**Task brief:** Wherever a line of the records contains "value", copy that line.

**Provided records:**
──────────

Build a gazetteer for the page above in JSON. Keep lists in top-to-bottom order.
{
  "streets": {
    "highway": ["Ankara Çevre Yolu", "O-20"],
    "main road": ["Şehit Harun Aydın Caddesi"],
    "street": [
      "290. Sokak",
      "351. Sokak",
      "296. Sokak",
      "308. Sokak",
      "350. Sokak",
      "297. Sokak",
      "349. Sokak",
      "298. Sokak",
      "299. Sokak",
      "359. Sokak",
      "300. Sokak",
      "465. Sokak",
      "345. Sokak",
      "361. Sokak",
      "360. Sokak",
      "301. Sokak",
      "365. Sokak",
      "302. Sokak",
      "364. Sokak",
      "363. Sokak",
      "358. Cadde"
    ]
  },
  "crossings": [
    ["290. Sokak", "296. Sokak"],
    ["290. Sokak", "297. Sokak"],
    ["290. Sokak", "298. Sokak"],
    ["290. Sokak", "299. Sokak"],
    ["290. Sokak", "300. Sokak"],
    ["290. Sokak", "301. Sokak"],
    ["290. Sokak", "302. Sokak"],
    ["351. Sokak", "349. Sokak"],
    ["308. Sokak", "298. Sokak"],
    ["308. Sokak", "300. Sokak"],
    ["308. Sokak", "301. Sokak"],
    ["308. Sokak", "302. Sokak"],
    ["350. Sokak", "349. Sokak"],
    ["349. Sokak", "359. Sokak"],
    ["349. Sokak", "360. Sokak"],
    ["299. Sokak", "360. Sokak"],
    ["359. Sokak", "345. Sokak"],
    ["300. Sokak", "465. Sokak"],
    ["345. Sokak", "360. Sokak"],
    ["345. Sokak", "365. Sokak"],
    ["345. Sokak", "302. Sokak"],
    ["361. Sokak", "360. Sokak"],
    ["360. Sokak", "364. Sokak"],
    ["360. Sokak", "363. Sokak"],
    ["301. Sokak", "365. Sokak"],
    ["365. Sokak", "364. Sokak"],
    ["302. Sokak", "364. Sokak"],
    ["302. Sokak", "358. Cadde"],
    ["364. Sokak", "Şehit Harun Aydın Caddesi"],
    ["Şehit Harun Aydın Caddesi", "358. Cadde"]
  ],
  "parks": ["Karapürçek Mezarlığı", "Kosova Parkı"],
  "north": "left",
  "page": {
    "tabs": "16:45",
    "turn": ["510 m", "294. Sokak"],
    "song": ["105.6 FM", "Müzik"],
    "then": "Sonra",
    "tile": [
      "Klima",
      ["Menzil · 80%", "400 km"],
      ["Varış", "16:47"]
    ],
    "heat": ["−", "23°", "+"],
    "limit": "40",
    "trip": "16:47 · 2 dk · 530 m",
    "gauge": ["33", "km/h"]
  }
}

──────────

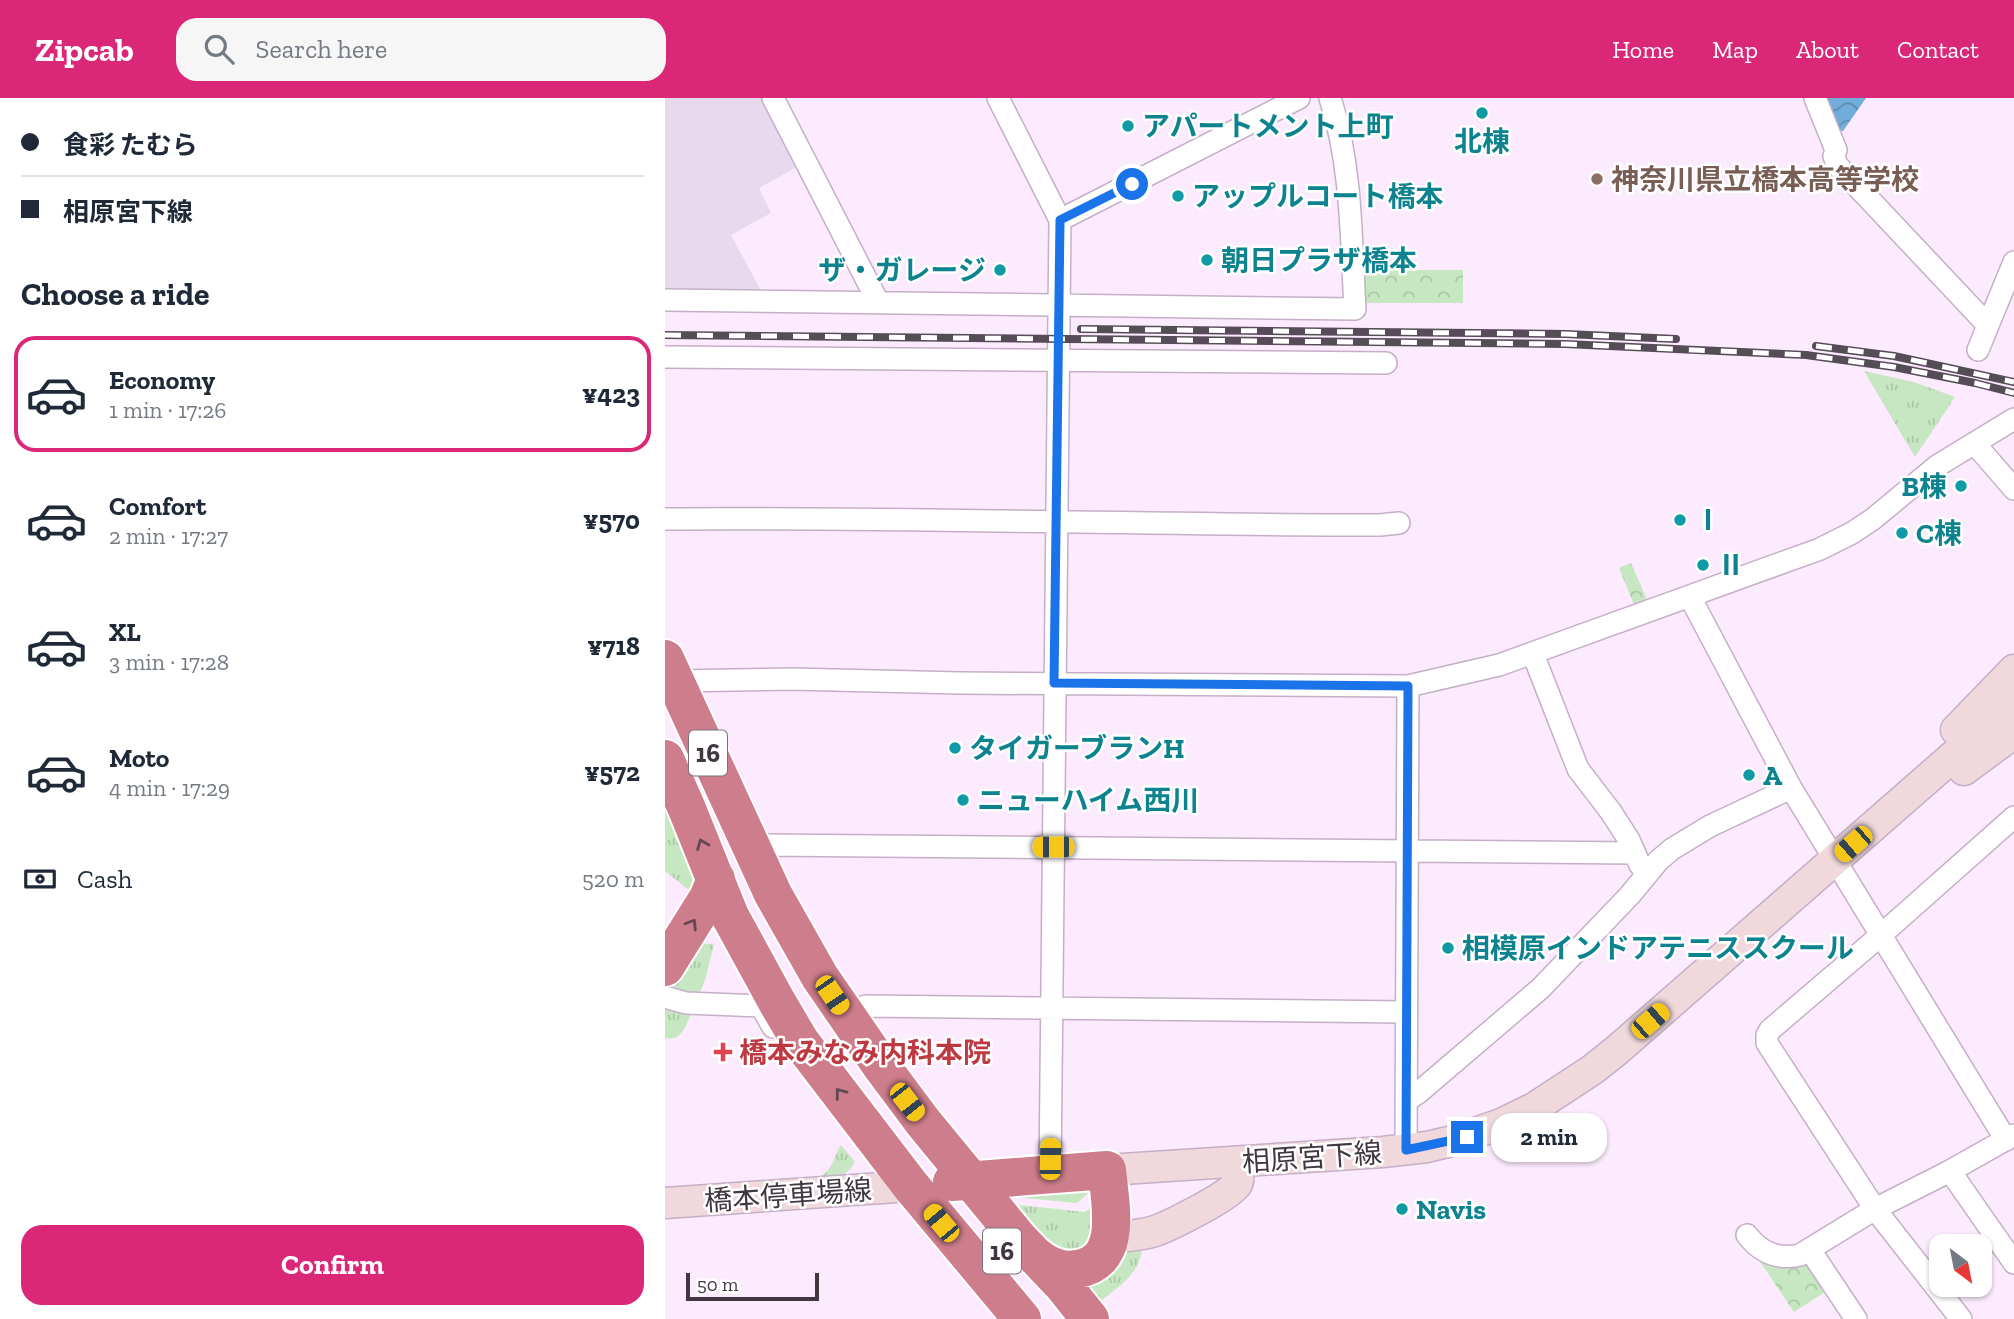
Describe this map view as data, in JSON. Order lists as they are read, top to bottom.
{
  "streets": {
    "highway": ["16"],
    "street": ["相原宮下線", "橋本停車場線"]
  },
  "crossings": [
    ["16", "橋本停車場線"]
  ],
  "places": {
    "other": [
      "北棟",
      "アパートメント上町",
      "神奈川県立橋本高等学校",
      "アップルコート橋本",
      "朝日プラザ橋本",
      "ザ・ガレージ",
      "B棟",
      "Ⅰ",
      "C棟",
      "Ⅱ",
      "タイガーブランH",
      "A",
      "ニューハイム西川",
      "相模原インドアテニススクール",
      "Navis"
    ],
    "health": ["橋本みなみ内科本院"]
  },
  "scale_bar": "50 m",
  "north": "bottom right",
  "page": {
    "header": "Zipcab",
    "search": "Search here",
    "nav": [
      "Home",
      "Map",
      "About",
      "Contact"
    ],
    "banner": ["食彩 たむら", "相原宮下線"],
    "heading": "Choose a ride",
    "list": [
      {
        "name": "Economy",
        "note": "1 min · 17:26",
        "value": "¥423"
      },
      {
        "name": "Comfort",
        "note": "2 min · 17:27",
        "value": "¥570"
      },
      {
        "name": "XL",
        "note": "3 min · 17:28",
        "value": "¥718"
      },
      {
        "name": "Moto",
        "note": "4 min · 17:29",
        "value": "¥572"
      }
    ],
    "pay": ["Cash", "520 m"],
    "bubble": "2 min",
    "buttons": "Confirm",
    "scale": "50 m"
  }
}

──────────

**Output:**
        "value": "¥423"
        "value": "¥570"
        "value": "¥718"
        "value": "¥572"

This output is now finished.